### PROBLEM REQUIREMENTS
Below are the records. Retype, exactly, the lines from the first through the line with "0 4px,transparent 0", and leave out the pictures.

[WORKING DATA Boundary: Start]

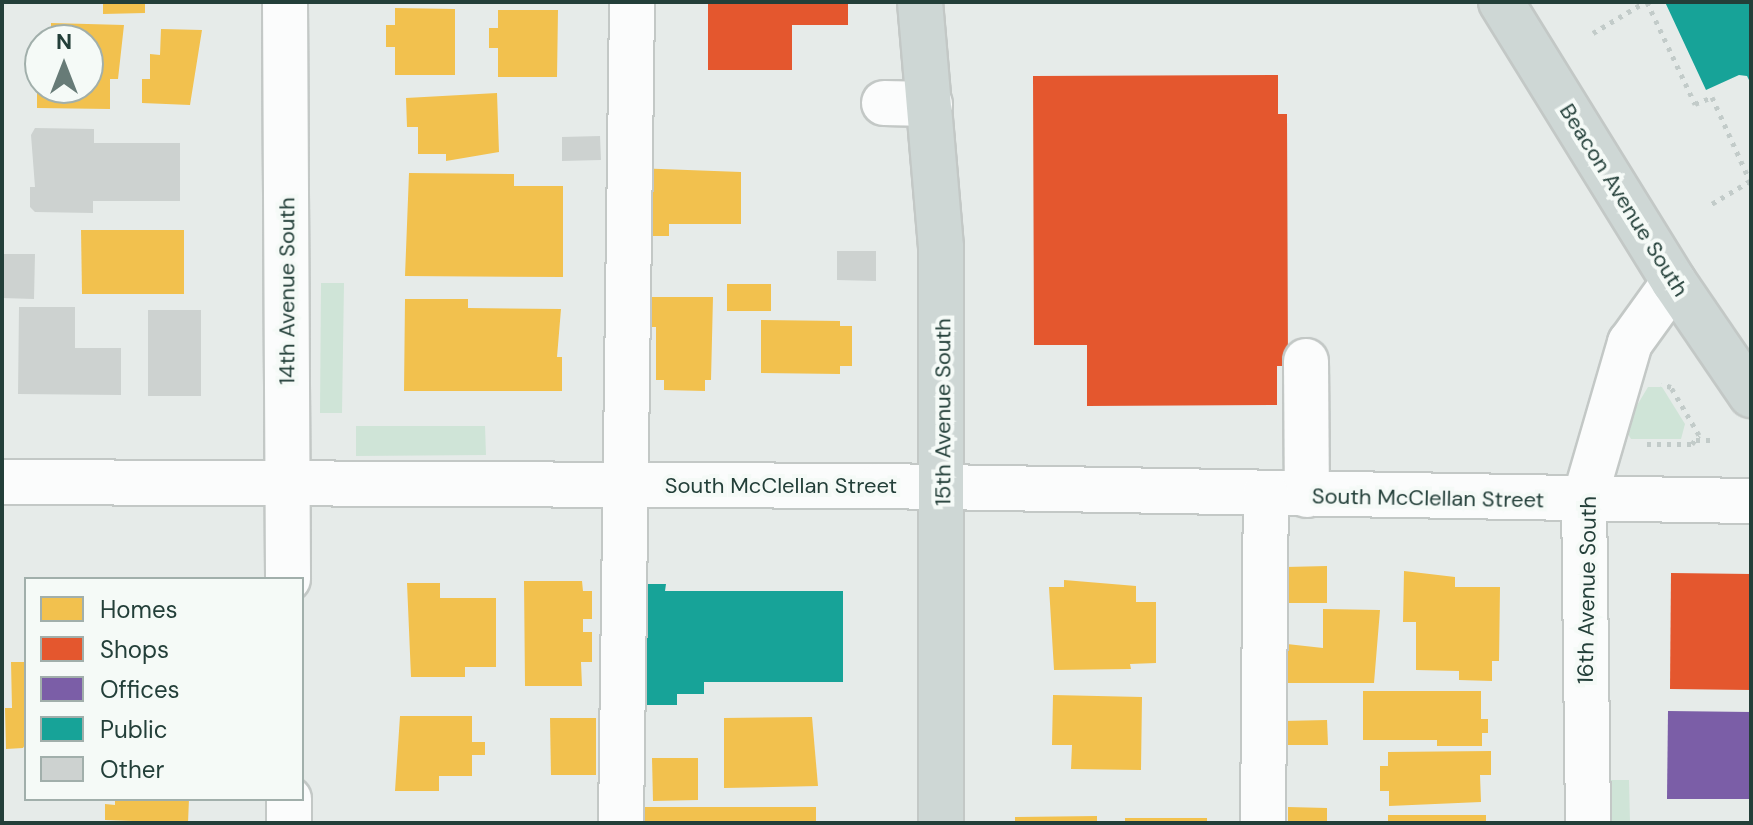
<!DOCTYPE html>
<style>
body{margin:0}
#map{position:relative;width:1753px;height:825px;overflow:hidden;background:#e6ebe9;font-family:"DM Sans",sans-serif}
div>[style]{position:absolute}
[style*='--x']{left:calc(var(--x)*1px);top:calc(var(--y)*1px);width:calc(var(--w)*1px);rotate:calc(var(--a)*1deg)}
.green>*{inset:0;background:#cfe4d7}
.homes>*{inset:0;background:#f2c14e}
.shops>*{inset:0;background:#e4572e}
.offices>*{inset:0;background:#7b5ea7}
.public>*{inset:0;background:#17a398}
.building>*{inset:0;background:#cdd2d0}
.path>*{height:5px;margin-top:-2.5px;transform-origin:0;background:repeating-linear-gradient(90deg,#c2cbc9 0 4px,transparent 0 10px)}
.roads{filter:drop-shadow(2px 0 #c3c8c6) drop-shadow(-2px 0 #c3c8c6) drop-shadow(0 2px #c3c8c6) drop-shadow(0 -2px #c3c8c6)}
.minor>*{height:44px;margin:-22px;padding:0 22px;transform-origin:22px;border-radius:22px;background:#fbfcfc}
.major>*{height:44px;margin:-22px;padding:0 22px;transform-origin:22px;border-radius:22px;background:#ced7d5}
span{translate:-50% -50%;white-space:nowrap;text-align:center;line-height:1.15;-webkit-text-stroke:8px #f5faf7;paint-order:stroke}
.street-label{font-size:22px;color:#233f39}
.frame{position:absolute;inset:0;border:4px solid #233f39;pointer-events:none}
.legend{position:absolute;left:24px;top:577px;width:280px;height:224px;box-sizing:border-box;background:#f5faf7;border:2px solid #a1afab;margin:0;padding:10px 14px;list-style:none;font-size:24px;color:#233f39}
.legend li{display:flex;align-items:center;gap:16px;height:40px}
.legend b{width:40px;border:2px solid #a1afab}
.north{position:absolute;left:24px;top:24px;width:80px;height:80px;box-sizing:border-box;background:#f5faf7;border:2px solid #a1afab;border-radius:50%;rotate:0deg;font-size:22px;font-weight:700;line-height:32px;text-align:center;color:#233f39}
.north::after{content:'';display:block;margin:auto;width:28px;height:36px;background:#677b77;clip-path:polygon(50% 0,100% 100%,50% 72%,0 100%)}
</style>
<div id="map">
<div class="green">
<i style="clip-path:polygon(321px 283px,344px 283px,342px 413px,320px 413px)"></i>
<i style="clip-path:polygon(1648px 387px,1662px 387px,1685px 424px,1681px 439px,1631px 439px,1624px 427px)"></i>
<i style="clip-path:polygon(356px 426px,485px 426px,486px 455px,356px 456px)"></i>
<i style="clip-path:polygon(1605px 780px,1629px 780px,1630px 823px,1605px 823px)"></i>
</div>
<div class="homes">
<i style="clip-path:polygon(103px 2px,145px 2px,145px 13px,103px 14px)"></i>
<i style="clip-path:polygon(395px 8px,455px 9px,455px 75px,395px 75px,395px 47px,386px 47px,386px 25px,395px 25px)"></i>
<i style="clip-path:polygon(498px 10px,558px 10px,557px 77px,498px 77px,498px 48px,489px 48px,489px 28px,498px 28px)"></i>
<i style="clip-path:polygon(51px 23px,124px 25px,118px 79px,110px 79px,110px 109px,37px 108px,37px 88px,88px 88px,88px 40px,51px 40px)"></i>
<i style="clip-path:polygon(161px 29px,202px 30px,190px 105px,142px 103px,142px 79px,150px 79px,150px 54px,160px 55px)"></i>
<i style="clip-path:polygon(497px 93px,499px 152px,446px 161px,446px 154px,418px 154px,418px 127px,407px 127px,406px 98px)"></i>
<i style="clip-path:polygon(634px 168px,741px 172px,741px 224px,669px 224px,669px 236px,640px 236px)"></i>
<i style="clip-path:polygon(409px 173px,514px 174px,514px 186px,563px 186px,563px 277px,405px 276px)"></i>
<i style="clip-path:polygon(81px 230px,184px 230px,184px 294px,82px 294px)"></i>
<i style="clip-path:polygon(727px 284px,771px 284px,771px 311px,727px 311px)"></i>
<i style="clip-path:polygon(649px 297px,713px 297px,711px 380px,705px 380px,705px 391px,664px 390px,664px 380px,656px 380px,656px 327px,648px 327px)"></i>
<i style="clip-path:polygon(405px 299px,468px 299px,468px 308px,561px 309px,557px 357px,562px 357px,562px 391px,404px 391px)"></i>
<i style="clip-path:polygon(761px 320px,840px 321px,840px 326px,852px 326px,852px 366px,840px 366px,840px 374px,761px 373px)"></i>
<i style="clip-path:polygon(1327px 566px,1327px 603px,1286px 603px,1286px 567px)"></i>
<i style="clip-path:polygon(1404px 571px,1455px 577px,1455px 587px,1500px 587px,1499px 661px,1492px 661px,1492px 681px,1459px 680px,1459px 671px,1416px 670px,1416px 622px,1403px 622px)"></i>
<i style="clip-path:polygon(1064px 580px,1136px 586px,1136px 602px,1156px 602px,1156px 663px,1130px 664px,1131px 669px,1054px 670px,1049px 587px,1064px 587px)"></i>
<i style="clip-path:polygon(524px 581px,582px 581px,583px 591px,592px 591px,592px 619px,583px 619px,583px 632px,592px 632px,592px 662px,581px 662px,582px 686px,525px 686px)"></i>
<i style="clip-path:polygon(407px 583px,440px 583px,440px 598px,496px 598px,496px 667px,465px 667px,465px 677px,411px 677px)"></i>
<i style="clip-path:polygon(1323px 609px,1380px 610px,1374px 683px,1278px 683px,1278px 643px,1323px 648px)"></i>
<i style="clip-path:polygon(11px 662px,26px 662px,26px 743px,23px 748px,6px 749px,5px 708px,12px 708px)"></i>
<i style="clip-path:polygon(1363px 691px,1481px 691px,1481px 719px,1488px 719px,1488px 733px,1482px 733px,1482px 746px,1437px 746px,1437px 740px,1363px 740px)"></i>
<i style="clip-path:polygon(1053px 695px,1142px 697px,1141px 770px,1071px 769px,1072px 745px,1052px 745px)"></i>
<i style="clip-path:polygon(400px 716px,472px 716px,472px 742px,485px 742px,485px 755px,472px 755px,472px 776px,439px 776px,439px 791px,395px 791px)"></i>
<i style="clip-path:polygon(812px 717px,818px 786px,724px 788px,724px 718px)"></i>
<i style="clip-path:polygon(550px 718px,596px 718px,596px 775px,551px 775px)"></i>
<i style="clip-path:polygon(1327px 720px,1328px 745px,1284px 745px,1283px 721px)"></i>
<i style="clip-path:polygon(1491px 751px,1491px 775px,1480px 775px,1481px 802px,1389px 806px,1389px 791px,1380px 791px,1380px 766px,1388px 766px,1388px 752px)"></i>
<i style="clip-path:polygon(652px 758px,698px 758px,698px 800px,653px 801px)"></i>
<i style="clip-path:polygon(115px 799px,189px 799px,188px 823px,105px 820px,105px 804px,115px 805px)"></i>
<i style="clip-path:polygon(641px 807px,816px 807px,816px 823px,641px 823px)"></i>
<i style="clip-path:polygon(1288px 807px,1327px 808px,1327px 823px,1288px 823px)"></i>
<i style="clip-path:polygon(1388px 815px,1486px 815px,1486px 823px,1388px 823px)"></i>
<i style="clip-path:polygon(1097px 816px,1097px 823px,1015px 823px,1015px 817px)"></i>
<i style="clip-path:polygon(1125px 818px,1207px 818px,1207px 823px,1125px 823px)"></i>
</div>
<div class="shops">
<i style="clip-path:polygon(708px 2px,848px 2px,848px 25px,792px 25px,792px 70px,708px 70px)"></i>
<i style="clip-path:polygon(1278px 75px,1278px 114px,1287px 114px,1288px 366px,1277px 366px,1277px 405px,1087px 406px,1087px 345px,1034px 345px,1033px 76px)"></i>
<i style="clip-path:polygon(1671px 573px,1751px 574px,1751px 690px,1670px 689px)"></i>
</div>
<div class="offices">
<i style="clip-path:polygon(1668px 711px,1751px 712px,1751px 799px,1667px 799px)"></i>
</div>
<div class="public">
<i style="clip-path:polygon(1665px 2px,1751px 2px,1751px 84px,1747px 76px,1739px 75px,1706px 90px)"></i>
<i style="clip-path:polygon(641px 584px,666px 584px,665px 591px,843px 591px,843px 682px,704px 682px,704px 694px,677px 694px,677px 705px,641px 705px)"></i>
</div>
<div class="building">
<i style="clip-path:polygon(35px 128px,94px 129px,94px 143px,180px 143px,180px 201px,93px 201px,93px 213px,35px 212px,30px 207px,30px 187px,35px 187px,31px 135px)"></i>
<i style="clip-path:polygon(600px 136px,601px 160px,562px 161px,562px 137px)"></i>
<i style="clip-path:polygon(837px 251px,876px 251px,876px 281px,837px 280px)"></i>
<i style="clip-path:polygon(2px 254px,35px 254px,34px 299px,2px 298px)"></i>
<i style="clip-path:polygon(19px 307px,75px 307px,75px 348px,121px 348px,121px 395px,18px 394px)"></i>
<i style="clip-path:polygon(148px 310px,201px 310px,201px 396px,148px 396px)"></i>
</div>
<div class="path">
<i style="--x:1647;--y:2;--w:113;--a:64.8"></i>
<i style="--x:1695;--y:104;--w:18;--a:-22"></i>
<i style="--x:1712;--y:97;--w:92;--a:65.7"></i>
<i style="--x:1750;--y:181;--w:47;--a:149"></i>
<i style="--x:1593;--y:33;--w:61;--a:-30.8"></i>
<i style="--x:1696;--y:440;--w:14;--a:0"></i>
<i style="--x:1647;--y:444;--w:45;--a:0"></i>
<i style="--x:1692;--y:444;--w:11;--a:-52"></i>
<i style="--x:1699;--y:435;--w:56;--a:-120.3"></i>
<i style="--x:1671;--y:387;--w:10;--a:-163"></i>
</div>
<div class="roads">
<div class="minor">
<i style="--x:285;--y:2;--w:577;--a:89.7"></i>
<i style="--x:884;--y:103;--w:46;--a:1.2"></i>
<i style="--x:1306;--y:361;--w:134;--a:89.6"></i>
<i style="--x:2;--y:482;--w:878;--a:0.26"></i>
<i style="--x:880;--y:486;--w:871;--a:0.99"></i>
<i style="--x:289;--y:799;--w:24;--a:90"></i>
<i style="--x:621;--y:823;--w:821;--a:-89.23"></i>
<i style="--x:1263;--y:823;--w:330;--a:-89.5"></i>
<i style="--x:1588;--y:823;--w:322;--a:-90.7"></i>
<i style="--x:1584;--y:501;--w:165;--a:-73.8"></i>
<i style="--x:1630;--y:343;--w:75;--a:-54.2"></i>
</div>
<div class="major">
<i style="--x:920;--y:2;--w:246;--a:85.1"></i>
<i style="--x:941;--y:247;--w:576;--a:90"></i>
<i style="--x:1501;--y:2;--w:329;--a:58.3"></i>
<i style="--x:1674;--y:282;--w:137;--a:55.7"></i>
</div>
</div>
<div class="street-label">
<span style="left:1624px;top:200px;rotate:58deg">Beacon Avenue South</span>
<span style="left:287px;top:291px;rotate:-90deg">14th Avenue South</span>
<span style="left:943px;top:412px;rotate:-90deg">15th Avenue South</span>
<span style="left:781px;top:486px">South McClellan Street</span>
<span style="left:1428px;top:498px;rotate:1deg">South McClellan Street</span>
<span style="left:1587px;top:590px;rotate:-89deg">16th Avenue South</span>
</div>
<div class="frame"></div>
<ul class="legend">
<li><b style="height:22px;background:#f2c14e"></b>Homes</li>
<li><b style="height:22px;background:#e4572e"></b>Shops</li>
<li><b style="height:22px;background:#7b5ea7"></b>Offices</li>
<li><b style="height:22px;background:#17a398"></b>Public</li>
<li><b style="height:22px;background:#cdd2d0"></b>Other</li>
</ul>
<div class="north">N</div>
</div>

[WORKING DATA Boundary: End]

### WRITTEN RESPONSE
<!DOCTYPE html>
<style>
body{margin:0}
#map{position:relative;width:1753px;height:825px;overflow:hidden;background:#e6ebe9;font-family:"DM Sans",sans-serif}
div>[style]{position:absolute}
[style*='--x']{left:calc(var(--x)*1px);top:calc(var(--y)*1px);width:calc(var(--w)*1px);rotate:calc(var(--a)*1deg)}
.green>*{inset:0;background:#cfe4d7}
.homes>*{inset:0;background:#f2c14e}
.shops>*{inset:0;background:#e4572e}
.offices>*{inset:0;background:#7b5ea7}
.public>*{inset:0;background:#17a398}
.building>*{inset:0;background:#cdd2d0}
.path>*{height:5px;margin-top:-2.5px;transform-origin:0;background:repeating-linear-gradient(90deg,#c2cbc9 0 4px,transparent 0 10px)}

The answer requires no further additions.